The literature on AVMs in adults reports a recurrence rate of approximately 2%–4%.13,26 The reason for the higher rate of recurrence among the pediatric AVM population is not fully understood, although multiple theories have been postulated. The concept of early postoperative changes hiding residual AVM which later presents as a recurrence is one such theory.22 Other authors have proposed that there are different angiogenic attributes of pediatric AVMs that foster vascular proliferation and subsequent recurrence.25 Additionally, the angioarchitecture of pediatric AVMs differs from that of adult AVMs, with exclusive deep venous drainage higher in pediatric populations and deep venous drainage associated with AVM recurrence.1,2,10 Moreover, some pediatric AVMs have a more diffuse architecture, perhaps predisposing to occult areas, which can foster a future recurrence.15 Going forward, we aim to understand the attributes of pediatric AVMs that lead to increased recurrences by looking at tissue pathology and genetic markers as possible means to elucidate this pathology and pathophysiology and perhaps open new avenues of treatment in the years to come. We also look forward to future large-volume studies sufficiently powered to explore associations with recurrences to further guide treatment.

The Role of SRS

One treatment modality used in a limited fashion in our study was SRS. This procedure was developed by Leskell in 1951 to destroy lesions inaccessible via open surgery by delivering beams of radiation to a designated brain area.17 It was first applied to intracranial AVMs in 1972.28 Currently, SRS remains one of the mainstays of primary and adjunctive therapy for inaccessible AVMs.

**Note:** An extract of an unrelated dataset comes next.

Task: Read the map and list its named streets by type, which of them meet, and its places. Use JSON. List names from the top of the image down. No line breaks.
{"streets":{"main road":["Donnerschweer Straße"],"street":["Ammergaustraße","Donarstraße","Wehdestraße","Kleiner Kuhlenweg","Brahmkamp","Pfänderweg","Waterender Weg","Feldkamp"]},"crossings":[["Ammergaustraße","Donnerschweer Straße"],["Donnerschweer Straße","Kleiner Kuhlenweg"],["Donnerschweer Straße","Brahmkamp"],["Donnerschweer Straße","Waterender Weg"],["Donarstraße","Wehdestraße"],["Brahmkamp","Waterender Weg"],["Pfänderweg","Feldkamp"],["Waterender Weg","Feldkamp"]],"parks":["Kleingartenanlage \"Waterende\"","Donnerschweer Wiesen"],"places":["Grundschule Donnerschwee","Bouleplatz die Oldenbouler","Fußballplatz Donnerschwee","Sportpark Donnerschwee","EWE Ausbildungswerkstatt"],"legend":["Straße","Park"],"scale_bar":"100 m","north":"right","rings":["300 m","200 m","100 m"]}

SRS is most effective in treating small AVMs (< 3 cm or < 10 cm3 in volume).6 The mechanism by which SRS causes AVM involution remains unclear, but it is thought to be similar to the formation of an atherosclerotic plaque wherein damage to the surrounding vessel walls stimulates proliferation of smooth muscle cells, which leads to narrowing and eventual occlusion of the vessel.30 Relatedly, the resolution of AVMs treated with SRS is delayed by several months to years, with complete obliteration seen at a minimum of 12–18 months in multiple adult series.6 Despite the delay in AVM resolution after SRS treatment, many studies support the use of SRS in pediatric AVMs, touting good obliteration rates of 60%–95%.20,24 After treatment with an average radiation dose of 20 Gy and stratification by AVM size, obliteration rates of 80% in AVM lesions smaller than 3 ml and 64.7% in lesions 3–10 ml were seen.18

Our clinical practice favors the resection of all accessible lesions in noneloquent areas. For lesions located in deep, eloquent, or inaccessible areas of the brain, conservative treatment with serial surveillance is favored (77% of nonsurgically treated patients in our study underwent imaging surveillance). Very few patients underwent embolization alone, and even fewer underwent SRS. Endovascular embolization of complex AVMs can change flow dynamics, increasing the rupture risk if the lesion is not completely embolized.5 Radiosurgery can help target deep remnants of the AVM adjacent to structures such as the internal capsule and thalamus.23 If the AVM is only partially obliterated with radiosurgery, studies have suggested that the rupture risk may be similar to the natural history of 2.6% per year.8 Additionally, in ARUBA (A Randomized Trial of Unruptured Brain Arteriovenous Malformations), which compared the risk of death and symptomatic stroke in adult patients with unruptured cerebral AVMs randomly assigned to medical management or medical management plus intervention, including neurosurgical, endovascular, or radiotherapy procedures, researchers found a significantly lower risk of death and neurological disability at 30 months’ follow-up in the medical management group (15.1% vs 46.2%).19 While the ARUBA findings are not generalizable to pediatric populations, based on an extrapolation of its findings and for the reasons aforementioned, we propose serial surveillance as a viable option in patients with high-grade unresectable lesions.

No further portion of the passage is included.